◆ What to do: Each line from the one with "Give bounding boxes for the" through the last line of the records must be output exactly, both ends included.

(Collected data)
####################
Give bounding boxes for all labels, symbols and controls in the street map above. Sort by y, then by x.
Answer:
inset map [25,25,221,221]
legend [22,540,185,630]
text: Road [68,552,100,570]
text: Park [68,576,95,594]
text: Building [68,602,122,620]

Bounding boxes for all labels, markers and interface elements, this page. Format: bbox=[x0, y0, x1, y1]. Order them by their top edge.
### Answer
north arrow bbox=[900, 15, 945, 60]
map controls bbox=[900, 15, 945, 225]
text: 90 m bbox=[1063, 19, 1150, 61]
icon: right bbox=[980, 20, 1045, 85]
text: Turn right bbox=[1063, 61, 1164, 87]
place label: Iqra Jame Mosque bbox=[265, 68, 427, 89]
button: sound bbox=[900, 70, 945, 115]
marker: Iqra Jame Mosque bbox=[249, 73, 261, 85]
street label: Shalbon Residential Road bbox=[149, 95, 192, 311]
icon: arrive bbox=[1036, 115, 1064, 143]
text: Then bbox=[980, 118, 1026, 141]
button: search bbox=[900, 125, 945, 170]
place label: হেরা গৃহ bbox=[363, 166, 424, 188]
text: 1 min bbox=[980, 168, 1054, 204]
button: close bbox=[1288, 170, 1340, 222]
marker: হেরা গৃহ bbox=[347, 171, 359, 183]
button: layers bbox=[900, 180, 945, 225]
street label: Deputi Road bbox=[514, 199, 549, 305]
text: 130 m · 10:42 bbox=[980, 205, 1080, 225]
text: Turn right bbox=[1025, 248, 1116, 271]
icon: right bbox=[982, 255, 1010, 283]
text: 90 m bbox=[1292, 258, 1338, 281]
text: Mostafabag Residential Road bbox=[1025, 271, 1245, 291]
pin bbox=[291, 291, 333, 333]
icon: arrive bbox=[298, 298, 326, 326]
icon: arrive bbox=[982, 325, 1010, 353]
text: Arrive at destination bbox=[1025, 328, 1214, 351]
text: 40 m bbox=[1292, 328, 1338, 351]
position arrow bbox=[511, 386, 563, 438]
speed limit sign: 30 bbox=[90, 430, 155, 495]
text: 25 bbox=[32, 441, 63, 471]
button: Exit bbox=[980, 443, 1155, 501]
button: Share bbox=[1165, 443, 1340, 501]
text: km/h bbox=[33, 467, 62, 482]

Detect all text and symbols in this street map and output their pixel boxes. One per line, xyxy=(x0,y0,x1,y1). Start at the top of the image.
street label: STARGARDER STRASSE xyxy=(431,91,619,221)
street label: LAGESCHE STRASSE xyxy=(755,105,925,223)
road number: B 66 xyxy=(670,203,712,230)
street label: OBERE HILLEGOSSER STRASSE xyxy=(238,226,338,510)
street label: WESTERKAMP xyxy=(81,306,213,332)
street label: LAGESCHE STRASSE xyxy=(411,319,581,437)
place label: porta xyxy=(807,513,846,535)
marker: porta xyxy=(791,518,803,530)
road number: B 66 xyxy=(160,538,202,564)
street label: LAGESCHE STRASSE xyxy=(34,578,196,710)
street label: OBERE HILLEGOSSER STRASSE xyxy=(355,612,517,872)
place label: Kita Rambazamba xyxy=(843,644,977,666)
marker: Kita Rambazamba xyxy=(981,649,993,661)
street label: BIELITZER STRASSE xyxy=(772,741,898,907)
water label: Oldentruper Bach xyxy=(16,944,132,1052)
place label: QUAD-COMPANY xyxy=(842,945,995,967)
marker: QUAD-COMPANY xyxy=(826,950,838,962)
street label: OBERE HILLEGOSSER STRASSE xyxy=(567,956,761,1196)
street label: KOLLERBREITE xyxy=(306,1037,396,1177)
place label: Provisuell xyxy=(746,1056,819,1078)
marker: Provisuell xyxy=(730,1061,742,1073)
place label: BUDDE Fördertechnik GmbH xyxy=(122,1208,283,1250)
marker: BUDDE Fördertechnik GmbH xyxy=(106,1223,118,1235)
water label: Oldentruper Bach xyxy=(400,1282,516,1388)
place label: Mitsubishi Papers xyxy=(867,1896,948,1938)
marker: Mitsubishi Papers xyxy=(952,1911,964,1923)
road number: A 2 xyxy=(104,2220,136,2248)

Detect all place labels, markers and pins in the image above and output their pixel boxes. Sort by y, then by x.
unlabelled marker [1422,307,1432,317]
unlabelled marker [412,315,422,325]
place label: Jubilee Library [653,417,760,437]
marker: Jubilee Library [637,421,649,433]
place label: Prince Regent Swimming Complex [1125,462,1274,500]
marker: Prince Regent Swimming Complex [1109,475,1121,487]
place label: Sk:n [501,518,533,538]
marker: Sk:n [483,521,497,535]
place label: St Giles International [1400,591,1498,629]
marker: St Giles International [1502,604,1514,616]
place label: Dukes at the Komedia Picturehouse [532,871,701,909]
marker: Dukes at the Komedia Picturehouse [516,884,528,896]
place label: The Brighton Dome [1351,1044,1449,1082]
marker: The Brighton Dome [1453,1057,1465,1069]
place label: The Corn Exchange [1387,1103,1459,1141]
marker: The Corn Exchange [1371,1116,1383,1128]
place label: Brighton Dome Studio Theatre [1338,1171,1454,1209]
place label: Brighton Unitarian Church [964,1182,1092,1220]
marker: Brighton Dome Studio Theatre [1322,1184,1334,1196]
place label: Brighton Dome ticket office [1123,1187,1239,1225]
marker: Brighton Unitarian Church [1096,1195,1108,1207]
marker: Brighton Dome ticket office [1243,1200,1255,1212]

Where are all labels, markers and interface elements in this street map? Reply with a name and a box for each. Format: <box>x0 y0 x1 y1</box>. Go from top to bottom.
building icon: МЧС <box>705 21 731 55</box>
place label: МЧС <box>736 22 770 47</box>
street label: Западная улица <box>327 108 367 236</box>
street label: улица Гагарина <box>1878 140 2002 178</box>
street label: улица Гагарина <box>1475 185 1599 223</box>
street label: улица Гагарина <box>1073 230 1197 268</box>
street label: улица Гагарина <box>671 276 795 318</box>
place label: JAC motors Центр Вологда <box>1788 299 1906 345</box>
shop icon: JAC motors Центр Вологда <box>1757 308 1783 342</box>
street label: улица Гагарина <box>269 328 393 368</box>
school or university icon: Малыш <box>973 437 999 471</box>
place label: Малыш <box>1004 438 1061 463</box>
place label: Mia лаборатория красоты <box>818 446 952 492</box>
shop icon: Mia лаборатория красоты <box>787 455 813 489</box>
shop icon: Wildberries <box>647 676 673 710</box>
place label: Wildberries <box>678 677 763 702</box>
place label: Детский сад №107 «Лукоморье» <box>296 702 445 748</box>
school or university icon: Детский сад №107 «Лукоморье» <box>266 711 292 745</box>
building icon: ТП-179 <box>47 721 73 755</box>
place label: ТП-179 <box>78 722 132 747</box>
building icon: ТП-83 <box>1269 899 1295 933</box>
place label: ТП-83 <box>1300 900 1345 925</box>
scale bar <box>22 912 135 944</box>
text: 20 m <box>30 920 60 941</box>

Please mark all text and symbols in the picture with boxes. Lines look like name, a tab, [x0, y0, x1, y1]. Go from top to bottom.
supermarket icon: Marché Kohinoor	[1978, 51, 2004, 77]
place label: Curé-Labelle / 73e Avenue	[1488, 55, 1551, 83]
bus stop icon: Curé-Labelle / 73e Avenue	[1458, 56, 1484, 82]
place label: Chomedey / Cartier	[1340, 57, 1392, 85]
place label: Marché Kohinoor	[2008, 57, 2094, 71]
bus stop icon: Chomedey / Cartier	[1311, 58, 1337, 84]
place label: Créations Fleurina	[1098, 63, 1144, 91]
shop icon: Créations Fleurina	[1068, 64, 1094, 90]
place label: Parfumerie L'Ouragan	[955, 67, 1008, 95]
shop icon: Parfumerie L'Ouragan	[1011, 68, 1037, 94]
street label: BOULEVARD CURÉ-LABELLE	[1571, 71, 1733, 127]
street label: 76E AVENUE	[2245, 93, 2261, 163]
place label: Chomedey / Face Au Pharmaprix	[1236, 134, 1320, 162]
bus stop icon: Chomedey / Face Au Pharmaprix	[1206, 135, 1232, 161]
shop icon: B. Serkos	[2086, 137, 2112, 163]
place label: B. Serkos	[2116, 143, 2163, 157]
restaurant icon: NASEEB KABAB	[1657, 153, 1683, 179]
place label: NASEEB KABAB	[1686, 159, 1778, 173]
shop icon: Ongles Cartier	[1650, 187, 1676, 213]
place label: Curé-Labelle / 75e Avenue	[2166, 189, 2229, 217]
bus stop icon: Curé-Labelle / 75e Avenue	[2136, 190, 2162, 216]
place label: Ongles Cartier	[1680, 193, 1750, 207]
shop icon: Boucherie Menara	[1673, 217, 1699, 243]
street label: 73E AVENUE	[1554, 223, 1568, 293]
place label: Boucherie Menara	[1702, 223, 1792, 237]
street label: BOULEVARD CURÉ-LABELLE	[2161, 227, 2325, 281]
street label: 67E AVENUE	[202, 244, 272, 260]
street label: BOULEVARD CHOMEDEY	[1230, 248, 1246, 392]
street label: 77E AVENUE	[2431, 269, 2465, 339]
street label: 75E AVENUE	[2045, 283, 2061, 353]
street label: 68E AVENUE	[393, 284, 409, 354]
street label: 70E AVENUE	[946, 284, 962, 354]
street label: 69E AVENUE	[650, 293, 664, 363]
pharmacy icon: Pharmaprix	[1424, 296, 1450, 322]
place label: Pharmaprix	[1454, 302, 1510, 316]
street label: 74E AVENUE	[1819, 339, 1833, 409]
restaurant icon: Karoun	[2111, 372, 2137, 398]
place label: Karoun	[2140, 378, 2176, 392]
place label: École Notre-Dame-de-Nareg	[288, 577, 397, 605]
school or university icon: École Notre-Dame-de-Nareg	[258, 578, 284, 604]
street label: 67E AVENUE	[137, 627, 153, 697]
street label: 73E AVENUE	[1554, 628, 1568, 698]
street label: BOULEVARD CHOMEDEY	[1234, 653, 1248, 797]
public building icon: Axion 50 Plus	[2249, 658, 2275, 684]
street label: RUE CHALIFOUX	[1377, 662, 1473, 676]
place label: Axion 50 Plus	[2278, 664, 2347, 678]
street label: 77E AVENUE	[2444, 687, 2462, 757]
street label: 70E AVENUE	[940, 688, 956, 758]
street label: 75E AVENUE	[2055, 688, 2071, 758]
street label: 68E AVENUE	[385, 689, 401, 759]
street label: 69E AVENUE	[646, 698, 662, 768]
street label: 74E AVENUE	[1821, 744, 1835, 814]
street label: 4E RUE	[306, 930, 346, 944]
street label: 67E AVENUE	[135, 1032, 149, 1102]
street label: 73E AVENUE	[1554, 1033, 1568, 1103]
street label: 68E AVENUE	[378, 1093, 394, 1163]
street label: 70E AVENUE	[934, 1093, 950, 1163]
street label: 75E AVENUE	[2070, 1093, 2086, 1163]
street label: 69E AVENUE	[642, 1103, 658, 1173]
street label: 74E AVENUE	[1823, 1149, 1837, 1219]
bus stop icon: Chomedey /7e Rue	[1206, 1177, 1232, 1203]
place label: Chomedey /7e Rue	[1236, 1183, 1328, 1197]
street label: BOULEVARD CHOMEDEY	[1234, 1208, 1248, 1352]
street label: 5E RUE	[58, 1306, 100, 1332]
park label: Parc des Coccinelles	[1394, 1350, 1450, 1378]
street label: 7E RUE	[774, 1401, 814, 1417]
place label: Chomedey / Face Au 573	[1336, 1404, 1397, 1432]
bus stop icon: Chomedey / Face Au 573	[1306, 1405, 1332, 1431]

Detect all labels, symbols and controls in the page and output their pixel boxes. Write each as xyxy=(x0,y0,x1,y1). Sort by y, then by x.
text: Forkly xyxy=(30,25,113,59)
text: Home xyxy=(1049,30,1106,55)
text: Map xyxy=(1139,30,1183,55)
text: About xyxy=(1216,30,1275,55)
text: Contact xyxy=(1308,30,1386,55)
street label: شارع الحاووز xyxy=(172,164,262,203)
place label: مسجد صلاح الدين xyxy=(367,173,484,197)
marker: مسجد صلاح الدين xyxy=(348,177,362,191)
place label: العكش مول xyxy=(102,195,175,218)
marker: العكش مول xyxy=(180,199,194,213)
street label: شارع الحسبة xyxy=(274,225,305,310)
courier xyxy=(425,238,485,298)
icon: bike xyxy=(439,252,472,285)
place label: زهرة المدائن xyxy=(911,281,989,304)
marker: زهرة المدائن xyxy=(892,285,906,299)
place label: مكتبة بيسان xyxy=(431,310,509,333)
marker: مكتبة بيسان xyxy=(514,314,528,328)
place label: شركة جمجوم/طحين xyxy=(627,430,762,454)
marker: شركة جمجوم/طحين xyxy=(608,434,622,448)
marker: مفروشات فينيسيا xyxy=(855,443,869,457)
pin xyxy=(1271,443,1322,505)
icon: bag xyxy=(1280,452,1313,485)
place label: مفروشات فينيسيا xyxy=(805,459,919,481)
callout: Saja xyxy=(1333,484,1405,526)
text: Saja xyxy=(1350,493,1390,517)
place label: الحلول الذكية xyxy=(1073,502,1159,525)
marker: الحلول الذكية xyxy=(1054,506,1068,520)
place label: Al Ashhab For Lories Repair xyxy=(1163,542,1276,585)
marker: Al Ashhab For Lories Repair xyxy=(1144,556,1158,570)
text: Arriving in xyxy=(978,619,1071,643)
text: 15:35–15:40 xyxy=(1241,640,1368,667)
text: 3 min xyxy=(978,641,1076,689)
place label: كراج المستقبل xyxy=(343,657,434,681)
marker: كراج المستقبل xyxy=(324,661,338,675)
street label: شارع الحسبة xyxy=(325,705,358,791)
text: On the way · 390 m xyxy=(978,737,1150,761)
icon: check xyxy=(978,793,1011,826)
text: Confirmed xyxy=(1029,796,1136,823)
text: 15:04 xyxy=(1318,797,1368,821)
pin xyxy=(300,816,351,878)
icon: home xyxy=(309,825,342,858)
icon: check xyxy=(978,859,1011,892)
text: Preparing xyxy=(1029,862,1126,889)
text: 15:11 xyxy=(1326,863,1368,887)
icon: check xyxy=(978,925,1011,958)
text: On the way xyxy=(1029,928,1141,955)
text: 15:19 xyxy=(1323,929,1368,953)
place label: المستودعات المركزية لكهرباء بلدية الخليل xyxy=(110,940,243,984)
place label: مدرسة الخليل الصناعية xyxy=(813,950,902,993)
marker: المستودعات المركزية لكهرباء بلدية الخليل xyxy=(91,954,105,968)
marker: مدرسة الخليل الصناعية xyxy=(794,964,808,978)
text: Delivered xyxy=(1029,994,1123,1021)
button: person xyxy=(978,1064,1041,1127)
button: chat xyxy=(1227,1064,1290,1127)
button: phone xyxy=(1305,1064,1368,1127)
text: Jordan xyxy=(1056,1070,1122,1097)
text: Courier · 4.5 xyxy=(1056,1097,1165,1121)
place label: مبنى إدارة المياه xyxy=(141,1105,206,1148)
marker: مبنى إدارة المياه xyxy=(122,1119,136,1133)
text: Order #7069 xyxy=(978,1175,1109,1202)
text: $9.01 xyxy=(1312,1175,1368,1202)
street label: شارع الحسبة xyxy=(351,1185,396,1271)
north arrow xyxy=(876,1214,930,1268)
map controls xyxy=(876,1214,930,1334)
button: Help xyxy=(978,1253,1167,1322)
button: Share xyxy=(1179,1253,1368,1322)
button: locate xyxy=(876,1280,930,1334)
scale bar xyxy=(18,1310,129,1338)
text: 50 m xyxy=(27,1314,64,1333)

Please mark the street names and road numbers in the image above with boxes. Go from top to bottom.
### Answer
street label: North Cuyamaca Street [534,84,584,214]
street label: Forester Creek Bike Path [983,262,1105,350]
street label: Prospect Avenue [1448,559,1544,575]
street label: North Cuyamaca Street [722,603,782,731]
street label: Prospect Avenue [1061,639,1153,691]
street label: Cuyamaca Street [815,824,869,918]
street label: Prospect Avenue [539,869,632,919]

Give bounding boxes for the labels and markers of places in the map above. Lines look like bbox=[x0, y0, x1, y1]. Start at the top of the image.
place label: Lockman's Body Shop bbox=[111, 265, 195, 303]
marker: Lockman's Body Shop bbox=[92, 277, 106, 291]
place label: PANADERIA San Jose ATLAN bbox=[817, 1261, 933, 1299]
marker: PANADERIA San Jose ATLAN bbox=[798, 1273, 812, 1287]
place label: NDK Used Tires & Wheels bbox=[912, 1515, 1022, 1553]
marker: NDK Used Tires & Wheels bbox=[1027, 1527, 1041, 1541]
####################
◆ Answer to the exercise:
Give bounding boxes for the labels and markers of places in the map above. Lines look like bbox=[x0, y0, x1, y1]. Start at the top of the image.
place label: Lockman's Body Shop bbox=[111, 265, 195, 303]
marker: Lockman's Body Shop bbox=[92, 277, 106, 291]
place label: PANADERIA San Jose ATLAN bbox=[817, 1261, 933, 1299]
marker: PANADERIA San Jose ATLAN bbox=[798, 1273, 812, 1287]
place label: NDK Used Tires & Wheels bbox=[912, 1515, 1022, 1553]
marker: NDK Used Tires & Wheels bbox=[1027, 1527, 1041, 1541]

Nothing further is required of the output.